── Data supplied

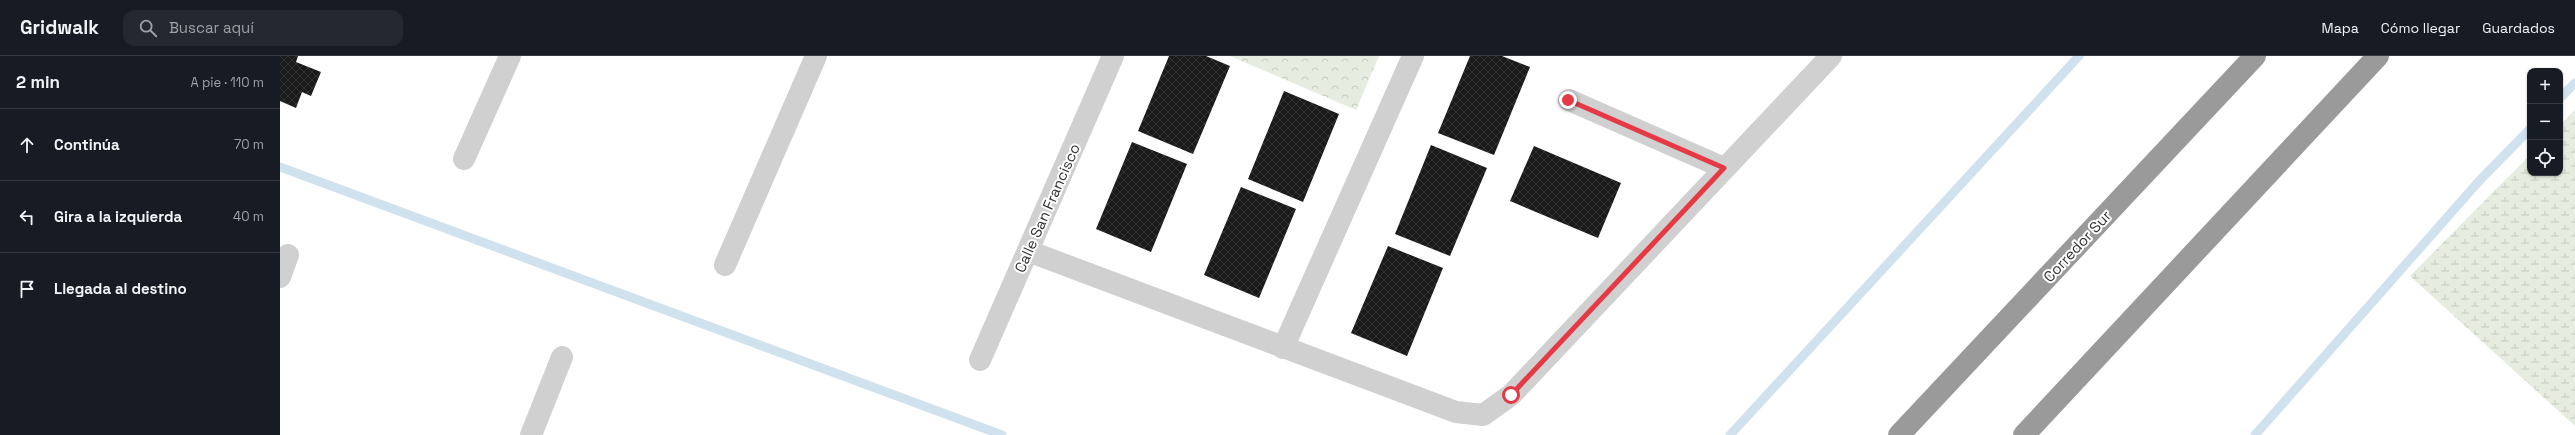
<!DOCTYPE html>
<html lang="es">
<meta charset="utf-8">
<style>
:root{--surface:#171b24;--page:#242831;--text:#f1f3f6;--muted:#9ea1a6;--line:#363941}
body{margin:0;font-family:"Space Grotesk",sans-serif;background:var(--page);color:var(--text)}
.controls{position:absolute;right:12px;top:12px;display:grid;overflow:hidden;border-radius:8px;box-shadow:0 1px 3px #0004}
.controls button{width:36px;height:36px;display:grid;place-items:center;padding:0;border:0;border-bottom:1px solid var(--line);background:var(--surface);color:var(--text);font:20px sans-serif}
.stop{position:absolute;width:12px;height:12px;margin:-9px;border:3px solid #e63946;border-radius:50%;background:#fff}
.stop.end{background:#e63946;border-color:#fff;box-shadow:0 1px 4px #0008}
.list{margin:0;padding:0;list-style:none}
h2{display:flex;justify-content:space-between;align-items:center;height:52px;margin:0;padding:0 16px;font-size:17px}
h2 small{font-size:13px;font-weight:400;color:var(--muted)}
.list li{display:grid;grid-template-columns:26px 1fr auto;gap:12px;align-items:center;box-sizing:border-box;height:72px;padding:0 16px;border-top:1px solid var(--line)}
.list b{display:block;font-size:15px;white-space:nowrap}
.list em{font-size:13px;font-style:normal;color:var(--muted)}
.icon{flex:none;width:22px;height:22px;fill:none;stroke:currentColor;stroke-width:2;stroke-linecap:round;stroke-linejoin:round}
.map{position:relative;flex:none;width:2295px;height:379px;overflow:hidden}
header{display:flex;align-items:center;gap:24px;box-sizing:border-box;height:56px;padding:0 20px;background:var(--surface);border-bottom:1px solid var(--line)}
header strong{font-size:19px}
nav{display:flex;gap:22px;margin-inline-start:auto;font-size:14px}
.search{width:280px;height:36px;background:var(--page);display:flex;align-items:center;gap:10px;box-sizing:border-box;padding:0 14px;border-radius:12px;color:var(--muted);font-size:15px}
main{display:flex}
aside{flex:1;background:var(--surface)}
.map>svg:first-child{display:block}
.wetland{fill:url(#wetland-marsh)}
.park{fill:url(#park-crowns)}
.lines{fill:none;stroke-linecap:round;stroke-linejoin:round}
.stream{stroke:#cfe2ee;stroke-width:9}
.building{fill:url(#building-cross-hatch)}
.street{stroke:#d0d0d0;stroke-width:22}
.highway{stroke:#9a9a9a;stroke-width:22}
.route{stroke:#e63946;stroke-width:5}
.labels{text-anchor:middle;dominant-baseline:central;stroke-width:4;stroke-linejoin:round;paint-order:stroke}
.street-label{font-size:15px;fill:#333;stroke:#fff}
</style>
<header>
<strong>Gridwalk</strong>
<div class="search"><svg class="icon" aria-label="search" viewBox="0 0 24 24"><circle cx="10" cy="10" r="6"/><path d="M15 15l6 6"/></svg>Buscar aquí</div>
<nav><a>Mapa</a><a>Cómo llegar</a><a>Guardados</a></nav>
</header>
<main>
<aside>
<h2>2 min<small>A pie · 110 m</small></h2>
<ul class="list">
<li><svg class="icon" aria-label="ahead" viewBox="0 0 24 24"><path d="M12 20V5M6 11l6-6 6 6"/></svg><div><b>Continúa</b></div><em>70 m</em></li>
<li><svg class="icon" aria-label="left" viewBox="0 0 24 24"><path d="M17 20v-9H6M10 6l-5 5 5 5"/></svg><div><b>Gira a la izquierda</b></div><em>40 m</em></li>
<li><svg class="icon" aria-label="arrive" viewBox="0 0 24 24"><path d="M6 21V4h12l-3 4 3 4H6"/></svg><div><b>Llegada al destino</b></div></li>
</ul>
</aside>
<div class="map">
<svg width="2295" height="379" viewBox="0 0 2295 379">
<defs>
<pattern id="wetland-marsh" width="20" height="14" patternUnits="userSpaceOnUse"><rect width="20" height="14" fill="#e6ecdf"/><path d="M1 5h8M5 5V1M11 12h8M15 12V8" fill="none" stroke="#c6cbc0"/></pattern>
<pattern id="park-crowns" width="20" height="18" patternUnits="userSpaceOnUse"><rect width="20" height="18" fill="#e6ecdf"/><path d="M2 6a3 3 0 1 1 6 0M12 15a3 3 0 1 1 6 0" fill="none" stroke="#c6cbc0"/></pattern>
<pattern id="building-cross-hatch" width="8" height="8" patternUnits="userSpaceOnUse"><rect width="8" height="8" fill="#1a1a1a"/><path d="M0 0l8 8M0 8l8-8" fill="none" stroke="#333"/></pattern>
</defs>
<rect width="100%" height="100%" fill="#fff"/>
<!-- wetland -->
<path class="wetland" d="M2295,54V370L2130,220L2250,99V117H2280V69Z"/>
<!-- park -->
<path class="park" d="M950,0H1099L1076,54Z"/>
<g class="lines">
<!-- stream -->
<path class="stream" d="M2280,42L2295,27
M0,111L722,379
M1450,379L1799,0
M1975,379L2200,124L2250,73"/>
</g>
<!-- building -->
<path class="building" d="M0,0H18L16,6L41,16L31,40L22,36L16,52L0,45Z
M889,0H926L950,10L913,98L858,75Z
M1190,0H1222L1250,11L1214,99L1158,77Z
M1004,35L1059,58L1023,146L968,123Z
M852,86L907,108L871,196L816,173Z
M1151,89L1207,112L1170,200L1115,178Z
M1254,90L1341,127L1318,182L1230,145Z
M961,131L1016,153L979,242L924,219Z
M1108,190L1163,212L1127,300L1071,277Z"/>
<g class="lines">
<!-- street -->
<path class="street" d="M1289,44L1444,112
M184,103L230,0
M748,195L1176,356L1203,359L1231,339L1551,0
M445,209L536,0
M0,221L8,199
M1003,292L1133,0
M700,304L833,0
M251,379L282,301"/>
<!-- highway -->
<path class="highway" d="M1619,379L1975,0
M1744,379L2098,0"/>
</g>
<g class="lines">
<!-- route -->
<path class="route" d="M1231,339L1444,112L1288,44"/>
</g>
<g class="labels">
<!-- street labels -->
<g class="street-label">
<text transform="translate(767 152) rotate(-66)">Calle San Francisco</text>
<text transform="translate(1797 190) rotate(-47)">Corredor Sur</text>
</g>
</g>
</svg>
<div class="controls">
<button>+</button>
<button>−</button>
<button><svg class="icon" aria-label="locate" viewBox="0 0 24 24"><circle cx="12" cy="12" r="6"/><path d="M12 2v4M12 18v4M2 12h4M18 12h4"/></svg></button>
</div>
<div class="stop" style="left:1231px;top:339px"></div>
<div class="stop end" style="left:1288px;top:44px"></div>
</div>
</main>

────

What you are asked to do - Beginning at the line with "M1003,292L1133,0", write out each line exactly as it stands until the listing ends, and add nothing.

Answer box -
M1003,292L1133,0
M700,304L833,0
M251,379L282,301"/>
<!-- highway -->
<path class="highway" d="M1619,379L1975,0
M1744,379L2098,0"/>
</g>
<g class="lines">
<!-- route -->
<path class="route" d="M1231,339L1444,112L1288,44"/>
</g>
<g class="labels">
<!-- street labels -->
<g class="street-label">
<text transform="translate(767 152) rotate(-66)">Calle San Francisco</text>
<text transform="translate(1797 190) rotate(-47)">Corredor Sur</text>
</g>
</g>
</svg>
<div class="controls">
<button>+</button>
<button>−</button>
<button><svg class="icon" aria-label="locate" viewBox="0 0 24 24"><circle cx="12" cy="12" r="6"/><path d="M12 2v4M12 18v4M2 12h4M18 12h4"/></svg></button>
</div>
<div class="stop" style="left:1231px;top:339px"></div>
<div class="stop end" style="left:1288px;top:44px"></div>
</div>
</main>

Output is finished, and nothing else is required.